From these data it appears that precise measurement of the (CAG)n repeat may become very important for accurate genetic counselling in cases of presymptomatic or prenatal testing for HD. Presymptomatic testing with linked markers only will not detect a decrease in repeat length and might result in a very high risk for developing HD, whereas in some individuals with a (CAG)n repeat expansion of 39 or lower, the risk for developing HD within a normal life span may be close to zero. On the other hand, children from a normal 70-year-old individual belonging to a HD family might still be at risk for developing HD in case the repeat expanded and this may require DNA testing. The (CAG)n repeat test will also allow to test sporadic cases of HD, and presymptomatic testing will be possible for children of such an individual.

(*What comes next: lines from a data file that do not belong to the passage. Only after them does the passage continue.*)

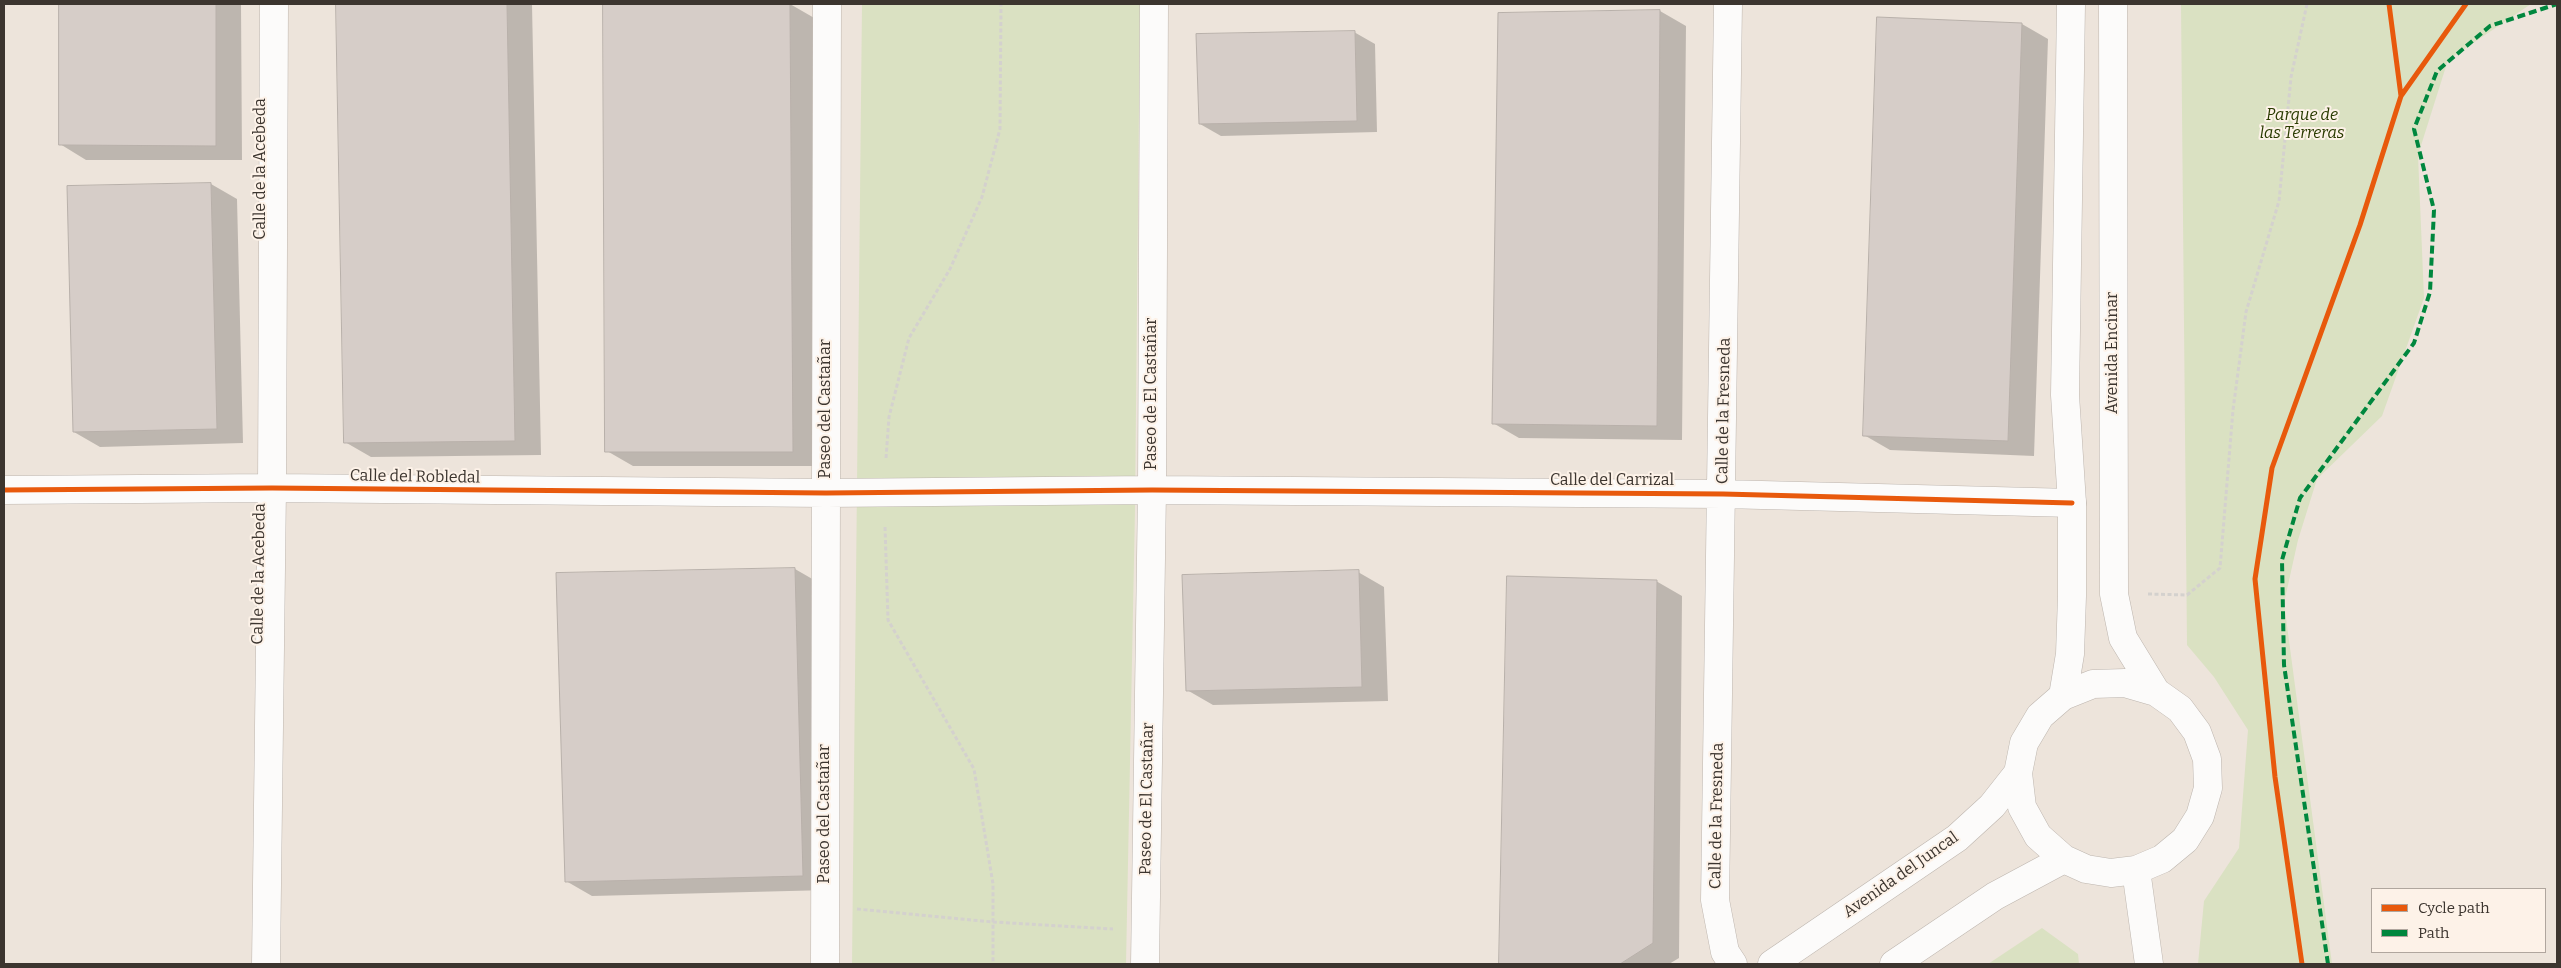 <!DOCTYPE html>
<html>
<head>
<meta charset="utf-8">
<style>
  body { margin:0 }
  #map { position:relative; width:2561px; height:968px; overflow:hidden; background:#ede4db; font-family:Bitter,serif }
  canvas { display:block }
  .frame { position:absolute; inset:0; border:5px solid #3c352f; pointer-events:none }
  .legend { position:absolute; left:2371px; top:888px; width:175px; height:65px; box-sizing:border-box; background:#fdf2e8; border:1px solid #b0a69e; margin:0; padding:6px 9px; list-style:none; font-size:15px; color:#3c352f }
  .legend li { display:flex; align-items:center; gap:10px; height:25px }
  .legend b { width:25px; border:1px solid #b0a69e }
</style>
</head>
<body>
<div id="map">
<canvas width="2561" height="968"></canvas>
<div class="frame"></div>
<ul class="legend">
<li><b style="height:6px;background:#e8590c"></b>Cycle path</li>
<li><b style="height:6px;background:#00873e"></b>Path</li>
</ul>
</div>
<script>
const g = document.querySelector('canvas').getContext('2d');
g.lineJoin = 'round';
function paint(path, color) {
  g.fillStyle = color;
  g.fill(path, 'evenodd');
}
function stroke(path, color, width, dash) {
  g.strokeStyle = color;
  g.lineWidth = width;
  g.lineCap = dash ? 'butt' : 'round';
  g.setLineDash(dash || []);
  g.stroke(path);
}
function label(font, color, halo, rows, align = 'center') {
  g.font = font + ' Bitter,serif';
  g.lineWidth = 4;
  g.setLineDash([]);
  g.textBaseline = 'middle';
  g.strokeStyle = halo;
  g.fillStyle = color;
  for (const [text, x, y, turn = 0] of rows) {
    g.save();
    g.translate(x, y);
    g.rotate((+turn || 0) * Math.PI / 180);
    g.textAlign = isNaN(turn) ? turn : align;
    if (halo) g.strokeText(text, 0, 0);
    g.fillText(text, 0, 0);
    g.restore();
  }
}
const green = new Path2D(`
  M862,4H1140L1135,509L1126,964H852Z
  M2181,4H2531L2448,60L2418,155L2424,298L2382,416L2317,479L2298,540L2284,603L2332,964H2198L2204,901L2239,848L2248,730L2214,677L2187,645Z
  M2042,928L2078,954L2079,964H1988Z`);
const shadow = new Path2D(`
  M60,4H241L242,160H86L60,144Z
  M337,4H532L541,455L371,457L345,442Z
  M604,4H790L816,19L819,466H633L607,451Z
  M1660,11L1686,26L1682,440L1519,438L1493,423Z
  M2022,24L2048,39L2034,456L1890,450L1864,435Z
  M1354,32L1375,44L1377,132L1221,136L1200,124Z
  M211,184L237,199L243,443L100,447L74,432Z
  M795,569L821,584L829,890L592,896L566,881Z
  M1358,572L1384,587L1388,701L1213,705L1187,690Z
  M1508,577L1656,581L1682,596L1679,958L1669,964H1500Z`);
const building = new Path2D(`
  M59,4H216V146L59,145Z
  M336,4H507L515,441L344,443Z
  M603,4H790L793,452H605Z
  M1660,10L1657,426L1492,424L1498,13Z
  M1877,17L2022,23L2008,441L1863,436Z
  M1355,31L1357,121L1199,124L1196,34Z
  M211,183L217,429L73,432L67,186Z
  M795,568L803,876L565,882L556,573Z
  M1359,570L1362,687L1186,691L1182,575Z
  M1507,576L1657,580L1653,943L1620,964H1499Z`);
const path = new Path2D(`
  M886,458L889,417L909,338L950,269L982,197L1000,129L1001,4
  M885,527L888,620L974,769L993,884V964
  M2148,594L2187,595L2220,568L2233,410L2246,312L2279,201L2291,77L2307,4
  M857,909L993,922L1113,929`);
const minor = new Path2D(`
  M1728,4L1715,900L1725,952L1733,964
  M4,490L272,488L826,493L1152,490L1723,494L2072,503
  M2136,870L2149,964
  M266,964L272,488L274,4
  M825,964L827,4
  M1145,964L1152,490L1154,4`);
const tertiary = new Path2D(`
  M2113,4L2114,594L2123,638L2156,692
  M2063,696L2070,654L2072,596V503L2065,395L2071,4
  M1772,964L1957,838L1992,806L2018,773L2024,743L2040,716L2063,696L2093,684L2125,683L2156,692L2180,709L2197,732L2207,759L2208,788L2200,816L2185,840L2162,859L2136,870L2111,873L2086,869L2064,859L2038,836L2022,807L2018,773
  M1894,964L1995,896L2064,859`);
const quiet = new Path2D(`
  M2328,964L2284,665L2282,560L2300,498L2414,343L2430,292L2434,210L2414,129L2437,71L2490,26L2557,4`);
const cycleway = new Path2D(`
  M2389,4L2401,96
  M4,490L272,488L826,493L1152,490L1723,494L2072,503
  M2302,964L2275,777L2255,579L2272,468L2360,225L2401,96L2466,4`);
const parkNames = [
  ["Parque de",2302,116],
  ["las Terreras",2302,134]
];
const streetNames = [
  ["Calle de la Acebeda",261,169,-90],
  ["Avenida Encinar",2113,353,-90],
  ["Paseo de El Castañar",1152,394,-90],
  ["Paseo del Castañar",826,409,-90],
  ["Calle de la Fresneda",1724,411,-89],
  ["Calle del Robledal",415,477,1],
  ["Calle del Carrizal",1612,481],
  ["Calle de la Acebeda",259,574,-89],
  ["Paseo de El Castañar",1147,799,-89],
  ["Paseo del Castañar",825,814,-90],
  ["Calle de la Fresneda",1717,816,-89],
  ["Avenida del Juncal",1901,875,-35]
];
paint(green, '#dae1c2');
paint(shadow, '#0003');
paint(building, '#d6cdc8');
stroke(building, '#b8b0aa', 1);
stroke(minor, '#bdb5ae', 29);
stroke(tertiary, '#bdb5ae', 29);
stroke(path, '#d4d1ce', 3, [4, 2.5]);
stroke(minor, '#fcfbfa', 28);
stroke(tertiary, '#fcfbfa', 28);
stroke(quiet, '#00873e', 4, [8, 4]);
stroke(cycleway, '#e8590c', 5);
label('italic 16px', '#2a3b01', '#fdf2e8', parkNames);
label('16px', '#3c352f', '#fdf2e8', streetNames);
</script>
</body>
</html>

However, we are still convinced that all presymptomatic testing should be done as part of a presymptomatic testing programme, and ‘urgent’ PCR-based presymptomatic testing outside a testing programme should be avoided because of the possible negative psychological impact for the tested individual and partner. A collaborative effort should be set up to assess the precise meaning of our observations on borderline expansions of the (CAG)n repeat in HD. In the mean time the (CAG)n test should be used with caution and other diseases, which share some characteristics with Huntington’s chorea, should be studied.